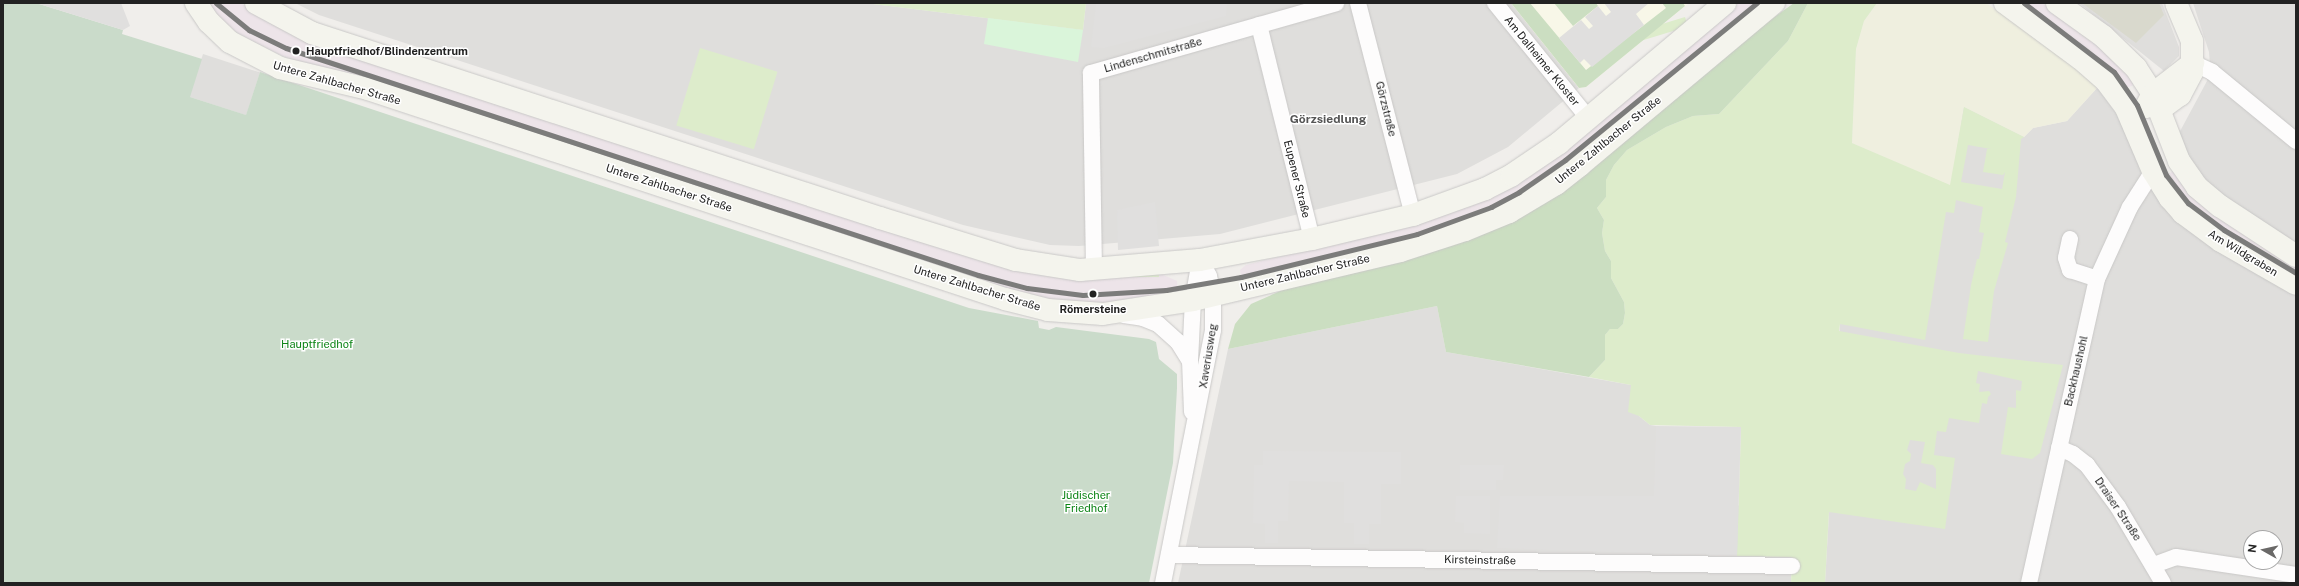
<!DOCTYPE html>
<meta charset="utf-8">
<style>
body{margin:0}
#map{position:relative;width:2299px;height:586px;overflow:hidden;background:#f0eeeb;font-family:"Public Sans",sans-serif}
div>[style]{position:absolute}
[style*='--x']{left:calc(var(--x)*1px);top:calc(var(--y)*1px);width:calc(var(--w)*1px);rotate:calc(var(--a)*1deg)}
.residential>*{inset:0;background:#dfdedc;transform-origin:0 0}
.industrial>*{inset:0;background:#ede4e9}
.education>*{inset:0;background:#f8f7e8}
.construction>*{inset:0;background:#d9d9cd}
.farmland>*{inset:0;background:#efefdf}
.grass>*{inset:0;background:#ddeccb;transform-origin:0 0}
.forest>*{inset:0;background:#cbdec1}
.cemetery>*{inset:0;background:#cadbca}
.park>*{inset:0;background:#daf5da}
.parking>*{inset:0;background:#e0dfde}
.roads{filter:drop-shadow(0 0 1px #c9c8c7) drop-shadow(0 0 1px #c9c8c7)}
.street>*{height:16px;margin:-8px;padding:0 8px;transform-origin:8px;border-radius:8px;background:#fdfcfc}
.secondary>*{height:22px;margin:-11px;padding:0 11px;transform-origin:11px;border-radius:11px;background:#f4f4ed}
.tram-1>*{height:5px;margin:-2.5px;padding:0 2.5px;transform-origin:2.5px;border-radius:2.5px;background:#7c7c7b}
.dots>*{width:11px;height:11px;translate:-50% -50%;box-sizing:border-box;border:2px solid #fff;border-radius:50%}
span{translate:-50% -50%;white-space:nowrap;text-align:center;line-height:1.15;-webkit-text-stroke:3px #fff;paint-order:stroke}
.stop-label{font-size:11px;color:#222;font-weight:700}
.left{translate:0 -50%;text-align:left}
.street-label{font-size:11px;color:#222}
.park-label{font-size:11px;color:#0c8416}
.neighbourhood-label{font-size:12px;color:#555;font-weight:700}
.frame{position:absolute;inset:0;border:4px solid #222;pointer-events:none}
.north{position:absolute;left:2243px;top:530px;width:40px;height:40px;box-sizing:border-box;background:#fff;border:1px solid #a7a7a7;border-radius:50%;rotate:278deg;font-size:11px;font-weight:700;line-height:16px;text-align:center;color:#222}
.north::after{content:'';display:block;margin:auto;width:14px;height:18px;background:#6a6968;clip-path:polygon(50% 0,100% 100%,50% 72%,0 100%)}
</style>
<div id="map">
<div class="residential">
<div style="clip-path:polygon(295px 3px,865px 3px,1083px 30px,1086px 3px,1511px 3px,1579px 88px,1508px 147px,1457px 174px,1220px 234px,1079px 246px,1050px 245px,963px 225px,319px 15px)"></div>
<div style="clip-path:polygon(2079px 3px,2162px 3px,2179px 47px,2179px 56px,2164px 71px)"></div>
<div style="clip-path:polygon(evenodd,2193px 3px,2296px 3px,2296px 583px,1825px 583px,1840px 324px,1964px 107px,2024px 137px,2033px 128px,2067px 121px,2097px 88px,2133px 136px,2142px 167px,2141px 175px,2158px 197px,2197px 170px,2178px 135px,2207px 81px,2210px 65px,2209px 52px,2193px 3px,2251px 538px,2275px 538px,2275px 562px,2251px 562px,2251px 538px)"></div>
<div style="left:203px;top:54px;width:60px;height:45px;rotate:18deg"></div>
<div style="clip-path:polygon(1437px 306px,1446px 352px,1631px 385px,1639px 416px,1650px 425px,1656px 426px,1792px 557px,1791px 583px,1178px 583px,1228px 349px)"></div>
</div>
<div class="industrial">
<div style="clip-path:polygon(207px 3px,241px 3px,249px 9px,981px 261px,1010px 269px,1159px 273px,1177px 281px,1178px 291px,1107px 305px,1037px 298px,289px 59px,241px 36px,215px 15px)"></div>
<div style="clip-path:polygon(1739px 3px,1763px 3px,1543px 181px,1495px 208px,1418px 236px,1243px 279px,1241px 277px,1240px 270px,1246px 265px,1438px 215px)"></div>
<div style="clip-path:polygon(2018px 3px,2042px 3px,2089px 38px,2110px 53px,2134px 82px,2132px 86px,2124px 88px)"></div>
<div style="clip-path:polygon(2173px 171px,2296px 263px,2296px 278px,2203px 222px,2165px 176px)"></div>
</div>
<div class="education">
<div style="clip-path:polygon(1511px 3px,1689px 3px,1586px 87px,1579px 88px)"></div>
</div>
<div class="construction">
<div style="clip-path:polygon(2082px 3px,2159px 3px,2164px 15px,2136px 43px)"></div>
</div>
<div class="farmland">
<div style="clip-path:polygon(1877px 3px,1986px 3px,2064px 57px,2097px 88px,2067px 121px,2033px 128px,2024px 137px,1964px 107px,1951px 186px,1852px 143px,1856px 49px,1864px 21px)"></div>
</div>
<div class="grass">
<div style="clip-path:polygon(865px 3px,1086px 3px,1083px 30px)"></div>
<div style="clip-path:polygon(evenodd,1808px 3px,1877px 3px,1864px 21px,1856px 49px,1852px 143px,1950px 185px,1964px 107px,2024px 137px,2021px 139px,2016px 197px,2005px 242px,2008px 243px,1994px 291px,1988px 342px,1963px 339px,1971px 285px,1977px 259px,1979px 259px,1984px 233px,1979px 232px,1983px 207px,1956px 200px,1954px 213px,1946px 212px,1925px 340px,1840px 324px,1839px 331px,1959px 353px,2063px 365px,2040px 453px,2032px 459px,2001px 454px,2008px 407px,2016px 408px,2016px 390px,2021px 391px,2022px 381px,1978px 371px,1976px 383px,1980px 384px,1979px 392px,1989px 391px,1991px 394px,1988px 397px,1987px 404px,1982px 403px,1979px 423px,1949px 418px,1946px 432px,1937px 431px,1934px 455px,1955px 458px,1945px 529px,1829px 512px,1825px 583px,1791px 583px,1792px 557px,1737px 556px,1741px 427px,1650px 425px,1639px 416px,1628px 412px,1631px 385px,1589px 377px,1605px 360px,1605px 335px,1610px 329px,1618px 329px,1623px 324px,1625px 313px,1624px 302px,1611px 278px,1611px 261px,1605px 251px,1602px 233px,1604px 220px,1597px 208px,1606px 197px,1606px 180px,1614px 165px,1627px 150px,1666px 127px,1693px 116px,1719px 114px,1788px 41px,1808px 3px,1968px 145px,1991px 149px,1987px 149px,1983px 172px,2003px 175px,2005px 172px,2002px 189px,1961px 182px,1968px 145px,1808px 3px,1910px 440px,1925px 442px,1921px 463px,1933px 465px,1936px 469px,1936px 489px,1920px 482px,1916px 491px,1905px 489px,1906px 479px,1903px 474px,1905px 464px,1910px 461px,1911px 454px,1907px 450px,1910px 440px)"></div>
<div style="left:1685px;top:17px;width:10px;height:113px;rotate:73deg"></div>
<div style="left:700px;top:48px;width:81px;height:81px;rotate:17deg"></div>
<div style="left:1159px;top:273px;width:4px;height:71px;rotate:90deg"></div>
</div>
<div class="forest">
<div style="clip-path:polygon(1511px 3px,1530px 3px,1586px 70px,1666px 8px,1662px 3px,1683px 3px,1685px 6px,1586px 87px,1579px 88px)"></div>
<div style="clip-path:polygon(1554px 3px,1596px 3px,1598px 6px,1573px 26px)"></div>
<div style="clip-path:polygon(1794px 3px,1808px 3px,1788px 41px,1719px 114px,1693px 116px,1666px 127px,1627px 150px,1614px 165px,1606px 180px,1606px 197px,1597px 208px,1604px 220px,1602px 233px,1605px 251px,1611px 261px,1611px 278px,1624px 302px,1625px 313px,1623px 324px,1618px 329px,1610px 329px,1605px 335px,1605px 360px,1589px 377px,1446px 352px,1437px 306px,1228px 349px,1235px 324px,1251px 304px,1287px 288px,1473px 235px)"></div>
</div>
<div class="cemetery">
<div style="clip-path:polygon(3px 3px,36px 3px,123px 30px,122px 34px,202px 59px,190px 97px,246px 115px,260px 72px,969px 308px,1038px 321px,1039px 328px,1049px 330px,1056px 327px,1149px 339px,1156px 342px,1159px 359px,1177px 374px,1177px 388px,1173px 463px,1149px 583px,3px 583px)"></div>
</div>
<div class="park">
<div style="clip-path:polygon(988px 18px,1083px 30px,1078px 62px,984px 44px)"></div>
</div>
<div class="parking">
<div style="clip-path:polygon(36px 3px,121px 3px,130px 26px,123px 30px)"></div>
<div style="clip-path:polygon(1096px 3px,1227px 3px,1226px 16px,1104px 48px,1091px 47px)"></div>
<div style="clip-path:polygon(1604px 3px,1649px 3px,1636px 14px,1644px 25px,1592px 67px,1584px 59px,1580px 63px,1559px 38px,1581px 20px,1589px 29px,1593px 26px,1585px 17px,1598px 6px,1606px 16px,1611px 12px)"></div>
<div style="clip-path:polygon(1155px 202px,1159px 246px,1118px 250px,1117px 210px)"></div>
<div style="clip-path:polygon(1656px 426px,1741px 427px,1737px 556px,1497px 548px,1500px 496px,1654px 496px)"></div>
<div style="clip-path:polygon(1263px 451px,1401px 452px,1401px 484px,1381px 484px,1381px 524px,1369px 524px,1369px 544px,1354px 544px,1354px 523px,1344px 523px,1344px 482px,1289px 481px,1288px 521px,1278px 521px,1278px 543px,1265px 543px,1265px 524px,1253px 523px,1254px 465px,1263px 465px)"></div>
<div style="clip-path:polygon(1460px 465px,1504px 465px,1503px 480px,1496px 480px,1496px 490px,1460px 490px)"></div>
<div style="clip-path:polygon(1456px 496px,1490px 496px,1490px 534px,1464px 533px,1464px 523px,1455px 522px)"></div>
</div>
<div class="roads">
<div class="street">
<div style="--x:1358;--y:3;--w:219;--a:75.5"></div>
<div style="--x:1495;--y:3;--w:149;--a:51"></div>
<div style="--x:1259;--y:25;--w:220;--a:76.1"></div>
<div style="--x:2193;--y:63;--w:21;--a:25"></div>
<div style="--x:2212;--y:72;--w:109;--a:39.4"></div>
<div style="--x:2070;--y:239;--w:19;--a:102"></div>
<div style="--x:2066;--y:258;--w:13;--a:72"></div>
<div style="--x:2070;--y:270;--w:28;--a:18"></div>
<div style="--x:1094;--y:270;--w:197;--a:-90.9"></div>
<div style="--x:1091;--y:73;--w:255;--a:-15.9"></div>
<div style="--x:1124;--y:315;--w:19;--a:9"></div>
<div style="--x:1143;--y:318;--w:16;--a:22"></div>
<div style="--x:1158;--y:324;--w:27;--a:42"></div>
<div style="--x:1178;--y:342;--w:22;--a:58"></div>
<div style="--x:1192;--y:412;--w:51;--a:-92.2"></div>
<div style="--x:1190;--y:361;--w:61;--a:-87.2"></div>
<div style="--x:1193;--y:300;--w:41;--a:-80.1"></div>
<div style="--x:2059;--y:448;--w:15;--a:23"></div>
<div style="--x:2073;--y:454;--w:18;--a:38"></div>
<div style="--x:2087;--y:465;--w:52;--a:53.6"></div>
<div style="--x:2118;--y:507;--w:88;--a:59.4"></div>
<div style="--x:1169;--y:555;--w:623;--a:1.01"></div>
<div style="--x:2154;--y:565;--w:23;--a:-20"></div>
<div style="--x:2176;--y:557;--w:121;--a:8.5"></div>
<div style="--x:1163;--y:583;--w:258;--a:-78.8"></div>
<div style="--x:1213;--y:330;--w:35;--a:-90"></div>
<div style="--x:1213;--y:295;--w:19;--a:-102"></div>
<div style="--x:1209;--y:276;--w:18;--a:-119"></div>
<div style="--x:2029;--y:583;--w:312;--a:-77.4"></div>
<div style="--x:2097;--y:279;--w:79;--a:-65.4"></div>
<div style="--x:2130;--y:207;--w:43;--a:-57.4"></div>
</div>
<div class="secondary">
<div style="--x:196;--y:3;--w:23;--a:56"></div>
<div style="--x:209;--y:22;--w:29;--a:44"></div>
<div style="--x:230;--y:42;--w:56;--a:27.5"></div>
<div style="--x:280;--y:68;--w:90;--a:13.4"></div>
<div style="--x:368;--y:89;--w:671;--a:18.25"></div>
<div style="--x:1005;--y:299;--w:44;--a:14.3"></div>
<div style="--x:1048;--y:310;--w:55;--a:4.2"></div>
<div style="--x:1103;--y:314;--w:91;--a:-8.8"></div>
<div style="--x:1193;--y:300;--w:213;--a:-13.3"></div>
<div style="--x:1400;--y:251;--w:68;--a:-17.9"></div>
<div style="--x:1465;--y:230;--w:48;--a:-22.2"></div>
<div style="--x:1509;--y:212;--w:55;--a:-30.8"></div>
<div style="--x:1556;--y:184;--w:31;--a:-38"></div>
<div style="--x:1580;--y:165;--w:253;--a:-39.9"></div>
<div style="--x:256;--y:3;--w:64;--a:28.2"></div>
<div style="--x:312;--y:33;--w:597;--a:18.04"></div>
<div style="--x:880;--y:218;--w:142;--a:17.2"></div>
<div style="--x:1016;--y:260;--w:65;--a:8.9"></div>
<div style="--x:1080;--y:270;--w:120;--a:-4.8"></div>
<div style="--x:1200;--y:260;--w:114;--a:-10.6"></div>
<div style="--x:1312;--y:239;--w:104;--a:-13.4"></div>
<div style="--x:1413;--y:215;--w:77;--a:-19.9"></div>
<div style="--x:1485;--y:189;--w:30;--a:-27"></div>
<div style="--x:1512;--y:175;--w:57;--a:-34.2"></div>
<div style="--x:1559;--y:143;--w:217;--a:-40.1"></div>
<div style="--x:2005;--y:3;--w:94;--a:36.4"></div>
<div style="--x:2081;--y:59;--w:33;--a:41"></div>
<div style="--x:2106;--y:81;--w:34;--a:53"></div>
<div style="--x:2126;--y:108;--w:69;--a:66.8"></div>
<div style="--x:2153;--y:171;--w:32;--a:58"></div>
<div style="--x:2170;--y:198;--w:20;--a:49"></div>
<div style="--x:2183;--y:213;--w:47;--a:36.4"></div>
<div style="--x:2221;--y:241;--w:86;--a:29.8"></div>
<div style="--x:2057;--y:3;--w:57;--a:35.7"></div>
<div style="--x:2103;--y:36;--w:46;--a:44.1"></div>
<div style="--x:2136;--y:68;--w:31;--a:57"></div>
<div style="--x:2153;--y:94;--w:72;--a:68.8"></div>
<div style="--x:2179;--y:161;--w:32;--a:55"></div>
<div style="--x:2197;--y:187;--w:30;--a:40"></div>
<div style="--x:2220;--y:206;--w:91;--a:33.3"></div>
<div style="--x:2146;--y:107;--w:15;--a:-62"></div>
<div style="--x:2153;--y:94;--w:51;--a:-37.8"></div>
<div style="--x:2159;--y:110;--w:26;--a:-36"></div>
<div style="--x:2180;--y:95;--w:26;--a:-62"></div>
<div style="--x:2192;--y:72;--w:31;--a:-90"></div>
<div style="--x:2192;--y:41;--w:41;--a:-112.8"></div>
</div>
</div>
<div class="tram-1">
<div style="--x:216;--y:3;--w:43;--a:39.3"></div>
<div style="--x:249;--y:30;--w:41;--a:25.9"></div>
<div style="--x:286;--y:48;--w:728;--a:18.16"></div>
<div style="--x:978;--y:275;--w:51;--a:14.9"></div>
<div style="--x:1027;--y:288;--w:56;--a:7.1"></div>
<div style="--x:1083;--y:295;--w:83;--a:-3.4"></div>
<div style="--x:1166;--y:290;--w:76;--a:-9.8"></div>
<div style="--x:1241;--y:277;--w:181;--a:-13.7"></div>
<div style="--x:1417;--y:234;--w:79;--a:-20"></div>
<div style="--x:1491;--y:207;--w:32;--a:-28"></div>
<div style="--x:1519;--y:192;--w:56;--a:-34.8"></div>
<div style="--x:1565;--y:160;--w:248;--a:-39.3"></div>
<div style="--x:2024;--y:3;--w:113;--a:37.5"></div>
<div style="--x:2114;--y:72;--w:40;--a:55.1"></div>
<div style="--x:2137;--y:105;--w:76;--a:67.5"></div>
<div style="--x:2166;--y:175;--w:36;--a:52"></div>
<div style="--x:2188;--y:203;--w:45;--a:36.9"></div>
<div style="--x:2224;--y:230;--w:84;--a:30.8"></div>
</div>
<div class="dots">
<div style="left:296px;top:51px;background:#222"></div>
<div style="left:1093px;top:294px;background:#222"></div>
</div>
<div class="stop-label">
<span class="left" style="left:306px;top:51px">Hauptfriedhof/Blindenzentrum</span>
<span style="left:1093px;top:309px">Römersteine</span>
</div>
<div class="street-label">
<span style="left:1153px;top:55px;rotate:-16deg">Lindenschmitstraße</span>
<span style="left:1542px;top:61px;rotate:51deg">Am Dalheimer Kloster</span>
<span style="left:337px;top:83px;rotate:16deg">Untere Zahlbacher Straße</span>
<span style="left:1386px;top:109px;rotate:76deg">Görzstraße</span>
<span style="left:1608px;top:140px;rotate:-39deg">Untere Zahlbacher Straße</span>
<span style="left:1297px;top:179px;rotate:76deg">Eupener Straße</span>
<span style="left:669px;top:188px;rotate:18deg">Untere Zahlbacher Straße</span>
<span style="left:2243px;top:253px;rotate:31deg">Am Wildgraben</span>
<span style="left:1305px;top:273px;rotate:-13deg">Untere Zahlbacher Straße</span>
<span style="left:977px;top:288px;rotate:17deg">Untere Zahlbacher Straße</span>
<span style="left:1208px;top:356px;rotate:-81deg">Xaveriusweg</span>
<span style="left:2076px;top:371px;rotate:-77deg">Backhaushohl</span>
<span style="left:2118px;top:509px;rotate:56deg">Draiser Straße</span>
<span style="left:1480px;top:560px;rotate:1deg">Kirsteinstraße</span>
</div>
<div class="park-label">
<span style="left:317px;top:344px">Hauptfriedhof</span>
<span style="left:1086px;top:502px">Jüdischer<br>Friedhof</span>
</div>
<div class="neighbourhood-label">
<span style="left:1328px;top:120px">Görzsiedlung</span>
</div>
<div class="frame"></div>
<div class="north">N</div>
</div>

Task to complete: Return a copy of every line in the records that includes the string "residential".

Exercise result:
.residential>*{inset:0;background:#dfdedc;transform-origin:0 0}
<div class="residential">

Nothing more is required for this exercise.